>>>>>
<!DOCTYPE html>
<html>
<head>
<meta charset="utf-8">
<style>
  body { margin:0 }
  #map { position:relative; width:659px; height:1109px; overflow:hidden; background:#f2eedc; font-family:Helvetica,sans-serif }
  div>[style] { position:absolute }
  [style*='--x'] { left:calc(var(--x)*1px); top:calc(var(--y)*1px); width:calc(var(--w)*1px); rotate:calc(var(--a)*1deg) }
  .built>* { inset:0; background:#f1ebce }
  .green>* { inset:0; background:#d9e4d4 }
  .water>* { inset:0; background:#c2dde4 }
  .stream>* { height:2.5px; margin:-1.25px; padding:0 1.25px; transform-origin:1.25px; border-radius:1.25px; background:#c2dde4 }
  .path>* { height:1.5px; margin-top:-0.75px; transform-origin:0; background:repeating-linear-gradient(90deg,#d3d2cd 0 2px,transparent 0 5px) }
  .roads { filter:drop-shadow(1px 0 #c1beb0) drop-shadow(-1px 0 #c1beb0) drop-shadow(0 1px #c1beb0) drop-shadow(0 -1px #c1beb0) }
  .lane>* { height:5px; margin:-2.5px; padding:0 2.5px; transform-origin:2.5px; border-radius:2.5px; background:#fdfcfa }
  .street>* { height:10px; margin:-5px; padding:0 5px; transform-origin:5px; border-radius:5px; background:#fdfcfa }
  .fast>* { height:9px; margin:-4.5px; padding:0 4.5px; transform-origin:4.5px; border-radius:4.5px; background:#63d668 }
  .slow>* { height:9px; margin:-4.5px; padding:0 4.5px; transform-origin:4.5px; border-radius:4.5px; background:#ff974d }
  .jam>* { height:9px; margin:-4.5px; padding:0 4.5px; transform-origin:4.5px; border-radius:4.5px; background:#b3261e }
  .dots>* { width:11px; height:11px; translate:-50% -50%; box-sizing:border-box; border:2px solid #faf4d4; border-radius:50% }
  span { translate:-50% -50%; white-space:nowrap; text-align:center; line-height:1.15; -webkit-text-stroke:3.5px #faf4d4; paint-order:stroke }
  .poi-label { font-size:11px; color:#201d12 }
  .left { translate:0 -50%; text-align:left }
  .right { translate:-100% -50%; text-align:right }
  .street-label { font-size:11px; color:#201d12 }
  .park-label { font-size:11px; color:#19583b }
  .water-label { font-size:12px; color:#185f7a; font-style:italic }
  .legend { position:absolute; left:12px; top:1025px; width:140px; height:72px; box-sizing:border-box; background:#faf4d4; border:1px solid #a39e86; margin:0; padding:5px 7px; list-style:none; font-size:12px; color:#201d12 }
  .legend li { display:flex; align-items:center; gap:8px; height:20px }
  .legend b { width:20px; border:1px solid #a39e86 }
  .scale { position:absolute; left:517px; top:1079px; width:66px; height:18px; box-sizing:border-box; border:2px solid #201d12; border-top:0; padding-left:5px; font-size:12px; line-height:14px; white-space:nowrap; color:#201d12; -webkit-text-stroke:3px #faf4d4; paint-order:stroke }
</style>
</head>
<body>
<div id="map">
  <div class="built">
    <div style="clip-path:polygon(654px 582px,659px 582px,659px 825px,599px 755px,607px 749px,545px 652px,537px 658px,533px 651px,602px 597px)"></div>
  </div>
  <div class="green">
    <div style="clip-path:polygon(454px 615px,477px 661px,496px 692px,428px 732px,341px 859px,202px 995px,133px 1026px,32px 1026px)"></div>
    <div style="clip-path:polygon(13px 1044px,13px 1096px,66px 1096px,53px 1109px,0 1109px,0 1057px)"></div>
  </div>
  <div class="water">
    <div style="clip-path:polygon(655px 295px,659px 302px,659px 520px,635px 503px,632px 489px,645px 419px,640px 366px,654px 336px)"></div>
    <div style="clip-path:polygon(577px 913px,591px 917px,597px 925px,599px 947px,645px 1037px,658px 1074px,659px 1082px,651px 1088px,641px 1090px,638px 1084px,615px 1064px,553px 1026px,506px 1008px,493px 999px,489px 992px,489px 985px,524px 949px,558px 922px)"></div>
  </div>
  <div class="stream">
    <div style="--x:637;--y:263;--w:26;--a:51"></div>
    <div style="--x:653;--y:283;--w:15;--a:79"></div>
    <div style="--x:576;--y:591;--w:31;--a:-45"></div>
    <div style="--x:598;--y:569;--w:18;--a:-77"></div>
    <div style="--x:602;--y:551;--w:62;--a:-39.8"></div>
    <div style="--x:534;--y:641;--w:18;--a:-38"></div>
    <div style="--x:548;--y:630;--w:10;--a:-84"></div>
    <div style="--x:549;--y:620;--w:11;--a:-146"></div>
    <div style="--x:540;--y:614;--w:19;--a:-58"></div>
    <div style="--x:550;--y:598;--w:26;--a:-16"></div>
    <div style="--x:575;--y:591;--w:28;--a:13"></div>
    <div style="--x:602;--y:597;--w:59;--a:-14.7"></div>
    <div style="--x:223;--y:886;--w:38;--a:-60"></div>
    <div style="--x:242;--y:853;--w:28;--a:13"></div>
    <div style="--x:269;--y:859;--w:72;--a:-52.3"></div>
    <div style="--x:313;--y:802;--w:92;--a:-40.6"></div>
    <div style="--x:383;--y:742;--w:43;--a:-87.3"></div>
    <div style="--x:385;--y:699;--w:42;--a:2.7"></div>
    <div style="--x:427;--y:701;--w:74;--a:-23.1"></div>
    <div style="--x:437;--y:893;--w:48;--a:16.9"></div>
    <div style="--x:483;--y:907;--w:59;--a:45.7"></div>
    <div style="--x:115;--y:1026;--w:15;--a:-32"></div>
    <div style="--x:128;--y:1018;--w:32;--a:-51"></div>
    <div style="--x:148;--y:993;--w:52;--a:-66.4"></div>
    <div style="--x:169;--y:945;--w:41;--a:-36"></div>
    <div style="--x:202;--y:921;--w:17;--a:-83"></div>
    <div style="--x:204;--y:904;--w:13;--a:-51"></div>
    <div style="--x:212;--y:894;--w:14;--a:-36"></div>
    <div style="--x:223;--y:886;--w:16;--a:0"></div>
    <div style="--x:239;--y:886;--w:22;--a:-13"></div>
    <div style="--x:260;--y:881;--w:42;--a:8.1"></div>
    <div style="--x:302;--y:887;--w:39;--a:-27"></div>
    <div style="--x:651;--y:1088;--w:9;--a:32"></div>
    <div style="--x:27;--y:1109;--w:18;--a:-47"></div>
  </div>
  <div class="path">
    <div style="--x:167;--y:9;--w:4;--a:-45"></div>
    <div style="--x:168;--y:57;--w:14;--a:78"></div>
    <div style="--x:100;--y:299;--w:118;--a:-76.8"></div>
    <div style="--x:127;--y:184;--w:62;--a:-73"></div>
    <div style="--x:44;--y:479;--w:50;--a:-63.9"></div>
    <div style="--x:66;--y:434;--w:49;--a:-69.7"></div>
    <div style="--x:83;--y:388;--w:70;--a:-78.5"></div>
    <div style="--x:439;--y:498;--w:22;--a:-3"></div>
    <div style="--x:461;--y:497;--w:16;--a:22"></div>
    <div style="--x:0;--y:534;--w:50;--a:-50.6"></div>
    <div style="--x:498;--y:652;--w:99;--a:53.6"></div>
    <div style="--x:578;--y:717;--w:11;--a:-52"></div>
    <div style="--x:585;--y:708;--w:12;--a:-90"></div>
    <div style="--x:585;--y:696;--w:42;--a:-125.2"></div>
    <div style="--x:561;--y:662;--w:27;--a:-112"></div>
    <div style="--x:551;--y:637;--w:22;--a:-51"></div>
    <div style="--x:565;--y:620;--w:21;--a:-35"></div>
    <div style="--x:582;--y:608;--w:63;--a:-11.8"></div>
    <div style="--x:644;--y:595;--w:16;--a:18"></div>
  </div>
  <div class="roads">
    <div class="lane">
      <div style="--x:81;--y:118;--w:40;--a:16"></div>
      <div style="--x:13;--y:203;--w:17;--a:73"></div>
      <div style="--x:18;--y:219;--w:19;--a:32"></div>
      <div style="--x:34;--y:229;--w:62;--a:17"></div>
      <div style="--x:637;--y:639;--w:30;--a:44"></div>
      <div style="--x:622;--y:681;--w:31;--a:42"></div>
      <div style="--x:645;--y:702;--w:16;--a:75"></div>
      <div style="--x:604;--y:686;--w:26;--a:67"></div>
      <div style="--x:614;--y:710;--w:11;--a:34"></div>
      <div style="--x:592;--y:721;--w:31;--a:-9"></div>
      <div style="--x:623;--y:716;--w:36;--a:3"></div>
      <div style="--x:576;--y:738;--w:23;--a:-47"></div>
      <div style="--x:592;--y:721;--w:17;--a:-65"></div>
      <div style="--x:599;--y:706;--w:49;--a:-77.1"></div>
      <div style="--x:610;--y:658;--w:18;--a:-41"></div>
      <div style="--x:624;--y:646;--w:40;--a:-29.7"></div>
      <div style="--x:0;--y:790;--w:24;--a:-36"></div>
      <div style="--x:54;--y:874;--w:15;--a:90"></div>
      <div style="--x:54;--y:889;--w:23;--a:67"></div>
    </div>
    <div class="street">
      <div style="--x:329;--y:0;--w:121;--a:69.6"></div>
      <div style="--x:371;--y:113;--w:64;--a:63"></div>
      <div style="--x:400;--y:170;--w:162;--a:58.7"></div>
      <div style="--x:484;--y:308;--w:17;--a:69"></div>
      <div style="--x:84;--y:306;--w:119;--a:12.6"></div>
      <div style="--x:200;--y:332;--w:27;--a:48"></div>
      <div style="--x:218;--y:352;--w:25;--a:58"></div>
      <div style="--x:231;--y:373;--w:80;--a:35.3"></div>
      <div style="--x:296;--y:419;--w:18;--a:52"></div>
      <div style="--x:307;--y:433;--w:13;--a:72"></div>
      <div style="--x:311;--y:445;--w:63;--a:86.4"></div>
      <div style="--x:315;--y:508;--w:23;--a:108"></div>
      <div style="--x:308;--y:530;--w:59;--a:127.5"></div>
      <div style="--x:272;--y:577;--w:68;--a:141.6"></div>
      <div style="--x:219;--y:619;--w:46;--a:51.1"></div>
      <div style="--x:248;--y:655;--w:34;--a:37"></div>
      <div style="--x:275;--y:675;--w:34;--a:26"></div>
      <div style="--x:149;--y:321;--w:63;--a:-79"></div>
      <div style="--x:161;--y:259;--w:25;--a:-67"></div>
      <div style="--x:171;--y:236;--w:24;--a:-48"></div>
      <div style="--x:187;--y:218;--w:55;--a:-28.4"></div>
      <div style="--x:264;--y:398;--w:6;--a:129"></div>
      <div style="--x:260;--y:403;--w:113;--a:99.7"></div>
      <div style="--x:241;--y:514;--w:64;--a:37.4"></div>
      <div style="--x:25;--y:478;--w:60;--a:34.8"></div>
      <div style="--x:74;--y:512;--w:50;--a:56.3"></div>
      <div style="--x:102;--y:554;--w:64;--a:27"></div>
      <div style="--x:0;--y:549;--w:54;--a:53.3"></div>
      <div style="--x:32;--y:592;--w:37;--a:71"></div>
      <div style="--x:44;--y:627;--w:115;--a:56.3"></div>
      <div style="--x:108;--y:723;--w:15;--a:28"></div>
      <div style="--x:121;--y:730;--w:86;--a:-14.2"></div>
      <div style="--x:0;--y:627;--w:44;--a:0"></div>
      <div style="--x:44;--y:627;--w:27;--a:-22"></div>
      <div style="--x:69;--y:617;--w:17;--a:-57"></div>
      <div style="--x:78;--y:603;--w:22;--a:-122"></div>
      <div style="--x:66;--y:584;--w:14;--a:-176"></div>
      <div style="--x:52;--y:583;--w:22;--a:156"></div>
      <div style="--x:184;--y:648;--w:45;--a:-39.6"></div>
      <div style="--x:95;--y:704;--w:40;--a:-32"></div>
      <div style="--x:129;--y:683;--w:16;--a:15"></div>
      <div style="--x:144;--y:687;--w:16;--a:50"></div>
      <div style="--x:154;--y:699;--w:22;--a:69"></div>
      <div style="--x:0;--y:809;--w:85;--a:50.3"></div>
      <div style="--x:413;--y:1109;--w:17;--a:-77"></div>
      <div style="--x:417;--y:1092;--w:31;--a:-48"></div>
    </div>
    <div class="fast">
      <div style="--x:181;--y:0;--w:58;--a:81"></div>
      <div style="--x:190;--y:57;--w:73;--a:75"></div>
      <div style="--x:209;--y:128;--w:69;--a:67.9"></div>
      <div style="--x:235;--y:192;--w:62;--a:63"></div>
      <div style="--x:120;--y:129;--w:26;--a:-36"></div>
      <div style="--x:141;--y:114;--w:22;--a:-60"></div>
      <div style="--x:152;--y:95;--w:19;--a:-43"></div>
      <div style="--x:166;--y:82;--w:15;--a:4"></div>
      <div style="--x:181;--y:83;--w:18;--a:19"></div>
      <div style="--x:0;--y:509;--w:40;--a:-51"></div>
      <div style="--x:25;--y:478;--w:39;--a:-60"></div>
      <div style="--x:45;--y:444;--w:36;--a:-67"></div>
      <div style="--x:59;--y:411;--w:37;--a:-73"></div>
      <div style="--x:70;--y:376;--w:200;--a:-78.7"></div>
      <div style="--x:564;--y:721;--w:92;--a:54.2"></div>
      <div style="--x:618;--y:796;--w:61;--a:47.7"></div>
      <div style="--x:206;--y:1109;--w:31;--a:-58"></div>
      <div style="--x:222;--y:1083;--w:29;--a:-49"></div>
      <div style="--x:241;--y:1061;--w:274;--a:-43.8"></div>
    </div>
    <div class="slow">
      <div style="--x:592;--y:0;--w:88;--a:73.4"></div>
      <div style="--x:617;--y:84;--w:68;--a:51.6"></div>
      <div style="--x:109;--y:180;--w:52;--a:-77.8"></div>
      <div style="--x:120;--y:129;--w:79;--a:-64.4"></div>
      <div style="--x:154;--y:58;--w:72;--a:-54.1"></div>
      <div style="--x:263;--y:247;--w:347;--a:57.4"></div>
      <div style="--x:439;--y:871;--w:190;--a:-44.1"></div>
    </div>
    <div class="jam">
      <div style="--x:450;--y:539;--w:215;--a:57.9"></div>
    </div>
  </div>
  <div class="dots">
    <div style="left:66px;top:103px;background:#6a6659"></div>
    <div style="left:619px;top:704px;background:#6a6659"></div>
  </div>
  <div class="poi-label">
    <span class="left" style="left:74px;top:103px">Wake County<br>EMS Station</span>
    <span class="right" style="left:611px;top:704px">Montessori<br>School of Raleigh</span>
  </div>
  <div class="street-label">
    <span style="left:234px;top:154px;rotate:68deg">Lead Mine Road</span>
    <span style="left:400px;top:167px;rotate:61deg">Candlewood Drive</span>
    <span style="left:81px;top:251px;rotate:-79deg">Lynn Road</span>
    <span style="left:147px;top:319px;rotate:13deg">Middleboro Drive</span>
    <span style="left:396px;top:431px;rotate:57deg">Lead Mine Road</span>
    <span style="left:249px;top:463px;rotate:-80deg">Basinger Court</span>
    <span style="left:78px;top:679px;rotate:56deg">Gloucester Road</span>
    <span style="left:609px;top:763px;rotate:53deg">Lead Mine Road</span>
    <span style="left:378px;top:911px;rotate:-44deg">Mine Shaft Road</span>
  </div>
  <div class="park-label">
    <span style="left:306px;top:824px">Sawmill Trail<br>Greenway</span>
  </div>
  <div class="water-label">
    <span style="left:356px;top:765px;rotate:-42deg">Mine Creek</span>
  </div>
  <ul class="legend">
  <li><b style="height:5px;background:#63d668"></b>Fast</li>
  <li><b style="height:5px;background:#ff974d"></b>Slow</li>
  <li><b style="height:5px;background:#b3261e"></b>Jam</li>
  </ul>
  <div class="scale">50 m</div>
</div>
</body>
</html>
<<<<<
What is expected - Gather all lines from the records above in which "roads" appears.

Response area -
  .roads { filter:drop-shadow(1px 0 #c1beb0) drop-shadow(-1px 0 #c1beb0) drop-shadow(0 1px #c1beb0) drop-shadow(0 -1px #c1beb0) }
  <div class="roads">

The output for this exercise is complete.